ICCJ President's Greetings for Pesach and Easter

An example of holidays that Jews and Christians share – and don’t share – are Pesach and Easter. Yes, it could be viewed as something we have in common, however traditions and teachings have separated us, which is a pity. Or, you could say that finding shared spiritual roots with regard to Pesach and Easter is something we should be working on.

It’s a fact that when Christians think about Easter they think about Jesus’ suffering, death and resurrection. We cannot say this is wrong, but this story has its roots in the Exodus experience - the remembrance of the Exodus, liberation from slavery and the calling to serve God as a liberated, free people. In a similar way, Christians celebrate Jesus’ resurrection as a liberation from the grave and from death. This is the shared legacy of both Pesach and Easter: a celebration of freedom.  We are not under the yoke of slavery and death any longer. God set his people free!
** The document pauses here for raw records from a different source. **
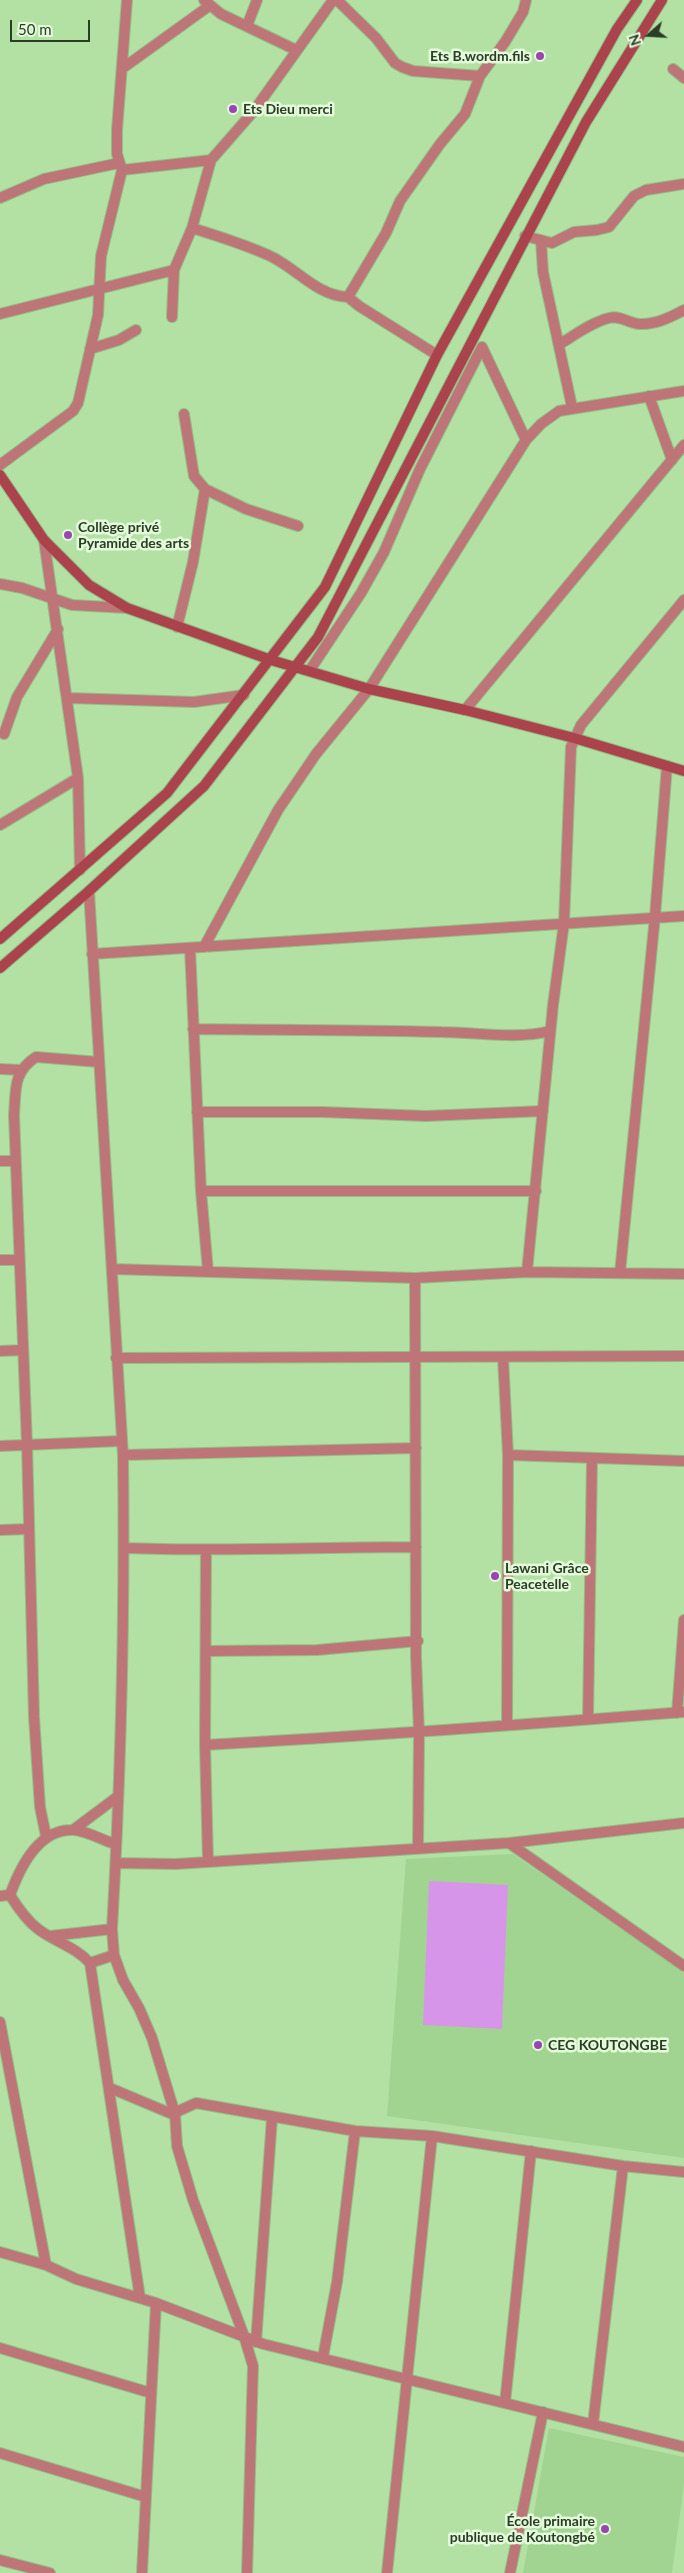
<!DOCTYPE html>
<html>
<head>
<meta charset="utf-8">
<style>
  body { margin:0 }
  #map { position:relative; width:684px; height:2573px; overflow:hidden; background:#b2e1a3; font-family:Lato,sans-serif }
  canvas { display:block }
  .north { position:absolute; left:624px; top:10px; width:50px; height:50px; -webkit-text-stroke:4px #e3fadb; paint-order:stroke; rotate:251deg; font-size:14px; font-weight:700; line-height:20px; text-align:center; color:#2b3d25 }
  .north::after { content:''; display:block; margin:auto; width:18px; height:22px; background:#2b3d25; clip-path:polygon(50% 0,100% 100%,50% 72%,0 100%) }
  .scale { position:absolute; left:10px; top:20px; width:80px; height:22px; box-sizing:border-box; border:2px solid #2b3d25; border-top:0; padding-left:6px; font-size:15px; line-height:18px; white-space:nowrap; color:#2b3d25; -webkit-text-stroke:4px #e3fadb; paint-order:stroke }
</style>
</head>
<body>
<div id="map">
<canvas width="684" height="2573"></canvas>
<div class="north">N</div>
<div class="scale">50 m</div>
</div>
<script>
const g = document.querySelector('canvas').getContext('2d');
g.lineJoin = 'round';
function fillPath(path, color) { g.fillStyle = color; g.fill(path, 'evenodd'); }
function strokePath(path, color, width, dash) { g.strokeStyle = color; g.lineWidth = width; g.lineCap = dash ? 'butt' : 'round'; g.setLineDash(dash || []); g.stroke(path); }
function write(font, color, halo, rows, align = 'center') {
  g.font = font + ' Lato,sans-serif'; g.lineWidth = 5; g.setLineDash([]); g.textBaseline = 'middle'; g.strokeStyle = halo; g.fillStyle = color; for (const [text, x, y, turn = 0] of rows) {
    g.save(); g.translate(x, y); g.rotate((+turn || 0) * Math.PI / 180); g.textAlign = isNaN(turn) ? turn : align; if (halo) g.strokeText(text, 0, 0); g.fillText(text, 0, 0); g.restore();
  }
}
const built = new Path2D(`
  M513 1854 684 1973V2158L387 2116 406 1859Z
  M549 2428 684 2457V2484L672 2573H523Z`);
const green = new Path2D(`
  M429 1881 508 1885 502 2029 423 2025Z`);
const street = new Path2D(`
  M204 0 221 14 296 50
  M337 0 376 38 395 63 402 67 413 71 480 76
  M247 26 257 0
  M123 68 209 6
  M673 69 684 78
  M122 170 211 160
  M0 198 44 179 119 163
  M192 228C218 236 243 244 268 255 296 267 316 296 348 297L359 306 437 355
  M525 236 552 243 574 232 597 230 609 227 634 196 646 190 684 184
  M541 240 543 272 572 407
  M348 297 386 233 400 201 440 144 465 114 480 76 505 42 523 12 526 0
  M0 314 174 270
  M172 317 174 270 192 228 211 160 253 112 333 0
  M560 344C575 335 592 322 609 318 621 315 628 323 639 324 655 325 671 317 684 310
  M482 347 526 440
  M90 349 119 340 136 330
  M649 396 672 460
  M184 414 194 476 205 489
  M0 465 73 411 78 403 98 315 101 256 122 170 117 154V130L127 0
  M44 540 78 778 80 870
  M0 584 22 588 72 605 127 608
  M177 627 193 562 205 489 246 509 298 526
  M310 670 361 593 384 552 420 469 482 347
  M68 698 194 702 244 695
  M465 710 684 445
  M4 734 17 697 58 629
  M0 825 78 778
  M89 891 123 1455C125 1613 121 1771 112 1929L114 1955 123 1980 139 2008 152 2038 175 2114 177 2146 193 2200 244 2336 253 2366 247 2573
  M204 947 278 810 316 754 369 689 526 440 541 424 559 411 684 391
  M190 948 201 1191 208 1271
  M92 954 684 916
  M193 1029C276 1030 358 1030 441 1032 477 1032 515 1040 550 1031
  M0 1069 21 1070
  M197 1112H322L426 1116 543 1111
  M0 1161H15
  M201 1191H536
  M0 1260H19
  M112 1269 415 1278 527 1272 684 1274
  M527 1272 553 1005 564 923 571 747 581 725 684 600
  M620 1273 655 916 667 766
  M415 1278 416 1657 419 1733 418 1848
  M0 1351 23 1350
  M503 1357 508 1455 507 1725
  M116 1358 684 1356
  M0 1446 121 1441
  M123 1455 416 1448
  M508 1455 684 1461
  M0 1530 29 1529
  M125 1548C222 1552 319 1547 416 1547
  M206 1552 205 1745 208 1862
  M207 1651 317 1650 418 1641
  M677 1713 684 1620
  M588 1719 592 1459
  M205 1745C365 1736 524 1725 684 1712
  M73 1830 117 1797
  M46 1836 40 1807 34 1717 27 1445 14 1115C16 1089 13 1072 36 1057L99 1062
  M509 1843 684 1966
  M115 1844C102 1840 87 1831 74 1830 39 1828 20 1867 10 1895 18 1908 26 1920 38 1929 55 1942 76 1947 90 1963L140 2298
  M116 1863 176 1864 509 1843 684 1823
  M0 1896 10 1895
  M50 1936 112 1929
  M90 1963 114 1955
  M0 2022 46 2265
  M110 2088 172 2114 196 2103 355 2131 432 2136 623 2166 684 2172
  M0 2252 46 2265 76 2279 156 2303 263 2344 684 2447
  M256 2342 272 2118
  M0 2348 151 2393
  M323 2357 337 2282 355 2131
  M505 2403 531 2151
  M593 2424 623 2166
  M0 2453 146 2497
  M0 2560 50 2573
  M142 2573 156 2303
  M387 2573 432 2136
  M510 2573 543 2412`);
const secondary = new Path2D(`
  M0 475 44 540 89 585 127 608 271 660 369 689 465 710 574 738 684 771
  M0 939 167 793 325 587 437 355 617 29 637 0
  M0 968 89 891 204 786 318 637 586 122 662 0`);
const markers = [
  [540,56,5,"#9a45b2"],
  [233,109,5,"#9a45b2"],
  [68,535,5,"#9a45b2"],
  [495,1576,5,"#9a45b2"],
  [538,2045,5,"#9a45b2"],
  [605,2529,5,"#9a45b2"]
];
const poiNames = [
  ["Ets B.wordm.fils",530,56,"right"],
  ["Ets Dieu merci",243,109],
  ["Collège privé",78,527],
  ["Pyramide des arts",78,543],
  ["Lawani Grâce",505,1568],
  ["Peacetelle",505,1584],
  ["CEG KOUTONGBE",548,2045],
  ["École primaire",595,2521,"right"],
  ["publique de Koutongbé",595,2537,"right"]
];
fillPath(built, '#a2d491');
fillPath(green, '#d795ea');
strokePath(street, '#94bd87', 12);
strokePath(secondary, '#94bd87', 12);
strokePath(street, '#bd7577', 10);
strokePath(secondary, '#ab434c', 10);
for (const [x, y, r, color] of markers) { const dot = new Path2D(); dot.arc(x, y, r, 0, 2 * Math.PI); g.fillStyle = color; g.fill(dot); strokePath(dot, '#e3fadb', 2); }
write('bold 14px', '#2b3d25', '#e3fadb', poiNames, 'left');
</script>
</body>
</html>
In the Biblical scriptures there are many endings, but there is rarely an ending without a new beginning. When the Israelites reach the Red Sea they see death behind them in the form of an army, and death before them in the form of the sea. In this very moment, an open path manifests itself. A way through the sea. What seemed as a dead end turns out to be the path to freedom. When hearing about Jesus being laid to rest in a grave, there is a similar sentiment. It is over. But, in the grave a new life is born, the dead man transforms into someone new, albeit still the same.

Therefore, I think it is fair to say that both Jews and Christians celebrate similar experiences although from different perspectives. Freedom, transformations and new life. These deeply rooted experiences tell us stories about hope and of joy.

This past week, tragedy unfolded in the form of the fire in the Notre-Dame cathedral in Paris. Throughout history, we have seen many fires, engulfing both houses and people. We can all relate to how a place such as Notre-Dame is a beacon for its people of faith. Let us keep in our prayers that a fire can carry some symbolism of the meanings of Pesach and Easter. From the ashes, something new rises – be it a physical entity such as a cathedral, or a renewed sense of faith and of purpose. New life, continued life is a sign of how God relates to us, and of  how we relate to God.

With these words I wish you all, together with the ICCJ Executive Board, its General Secretary and the staff in Heppenheim – Chag Pesach Sameach and a Blessed Easter!